MISA-Swaziland e-Forum article
November 26, 2013
Georgina-Kate Adams is a British writer and founder of The Seed Africa, a crowdfunding NGO helping to educate girls. She is currently living in Swaziland, where, among other things, she encountered the country’s healthcare system.
What can be said of a medical system where you are prescribed drugs without diagnosis? The first time I can take as an anomaly, but the second? This is clearly engrained in Swazi hospital culture.
I had managed to avoid going to the doctor at all during my first nine months in Swaziland (except briefly when a Scottish doctor signed a form to certify I was not an idiot. True story.)
In the last two weeks however, I darted once to a private clinic during a malaria scare and today went to a public hospital for a routine sexual health check. In the West, both would be standard procedure and neither cause for antibiotics. Here, both were.
There were advantages and disadvantages of both experiences. At the private clinic I was seen immediately by a real doctor. Then served a disproportionately large bill. (E500 for a 10 minute appointment and malaria test.) At the public hospital, I spent three hours being prodded and passed around, without ever once seeing an actual doctor. But (spare a E20 registration fee), it didn’t cost me a cent.
The consistent factor in both experiences was being served a lengthy list of prescriptions (three a piece) before my test results were sent out – let alone had come back – nor anyone had any real clue what was up. In both cases, doxycycline (a ferociously unpleasant drug by all accounts) was prescribed with great insistence.
I could go on. I could talk about that, in a country suffering from a sexual disease pandemic and with streets littered with posters urging individuals to “get tested”, it is almost impossible to get a full sexual health check. I could talk about how they test for “organisms” not diseases and match the drugs to those organisms, without ever making an actual diagnosis. (This is after the drugs they’ve prescribed you pre-diagnosis of course).

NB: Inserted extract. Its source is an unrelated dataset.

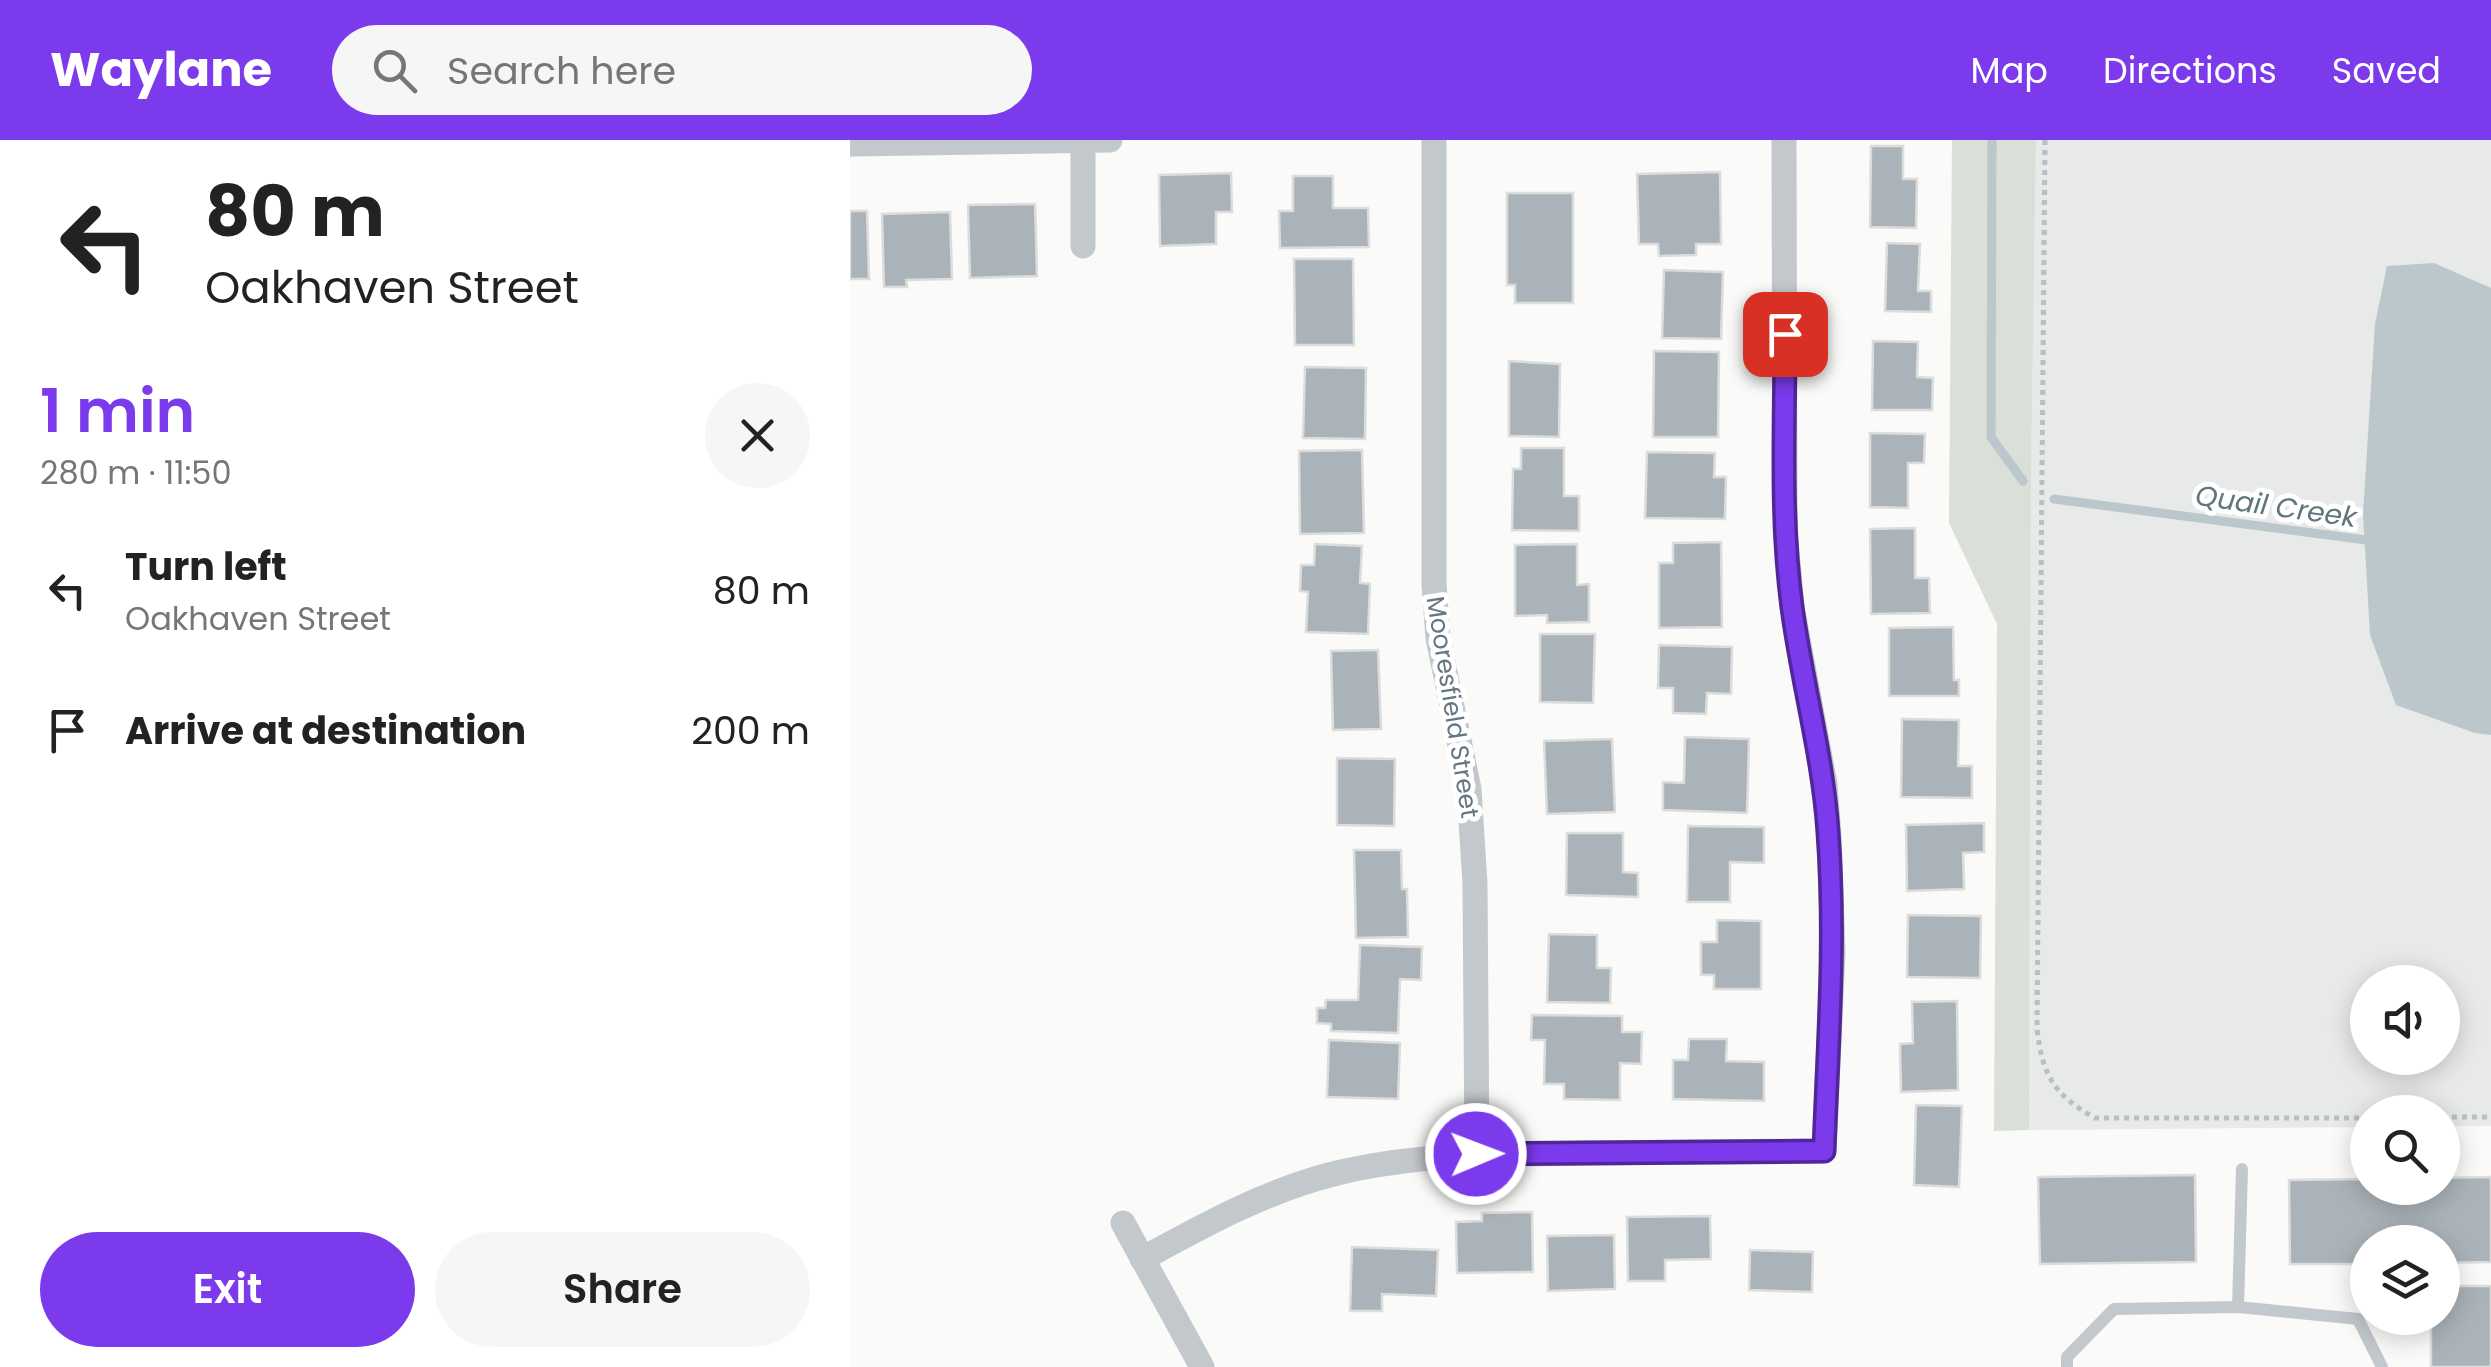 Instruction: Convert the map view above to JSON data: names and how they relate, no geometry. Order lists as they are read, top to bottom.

I could talk about the inexperience with which my blood was extracted, leaving me 24 hours later with an arm which is still purple, green and throbbing.
But let’s ponder this point for a second: What is the motivation for prescribing serious drugs to patients who have no diagnosed ailment? And who is motivating it? Okay, if a makeshift hospital which provides complimentary healthcare to those who need it relies on their dispensary as a source of income, I can understand (although not condone). But what of the private clinic? Pure greed? And who is bearing the cost of these medications if they are so profitable to sell? The sceptic in me points a finger at external organisations which trade aid for other privileges, or dump their drug excess on Africa whether we want it or not.
Don’t get me wrong, everyone should have access to medical sanctuary. And these hospitals provide a fair service in a challenging economic and public health environment. Encouragingly, the HIV testing process was simple and efficient. Both hospitals had several energetic and committed staff, and I would be proud if one of the young girls I mentor went on to train as a nurse and serve their people.
But it is important that we teach them to do a better job than the current generation. Medical aid is not a business venture. It is a human right. And where there is prevalent disease, there should be access to relevant and thorough diagnosis and treatment. That means, as with a friend’s husband, malaria shouldn’t be a death sentence simply because we don’t have sophisticated or efficient enough systems to diagnose and treat it. And when we test for HIV, we should test for all other STIs besides. Because, though we may be preventing the spread of some cells, we are letting others slip through the net. And when it comes to medical care, nothing should slip through the net.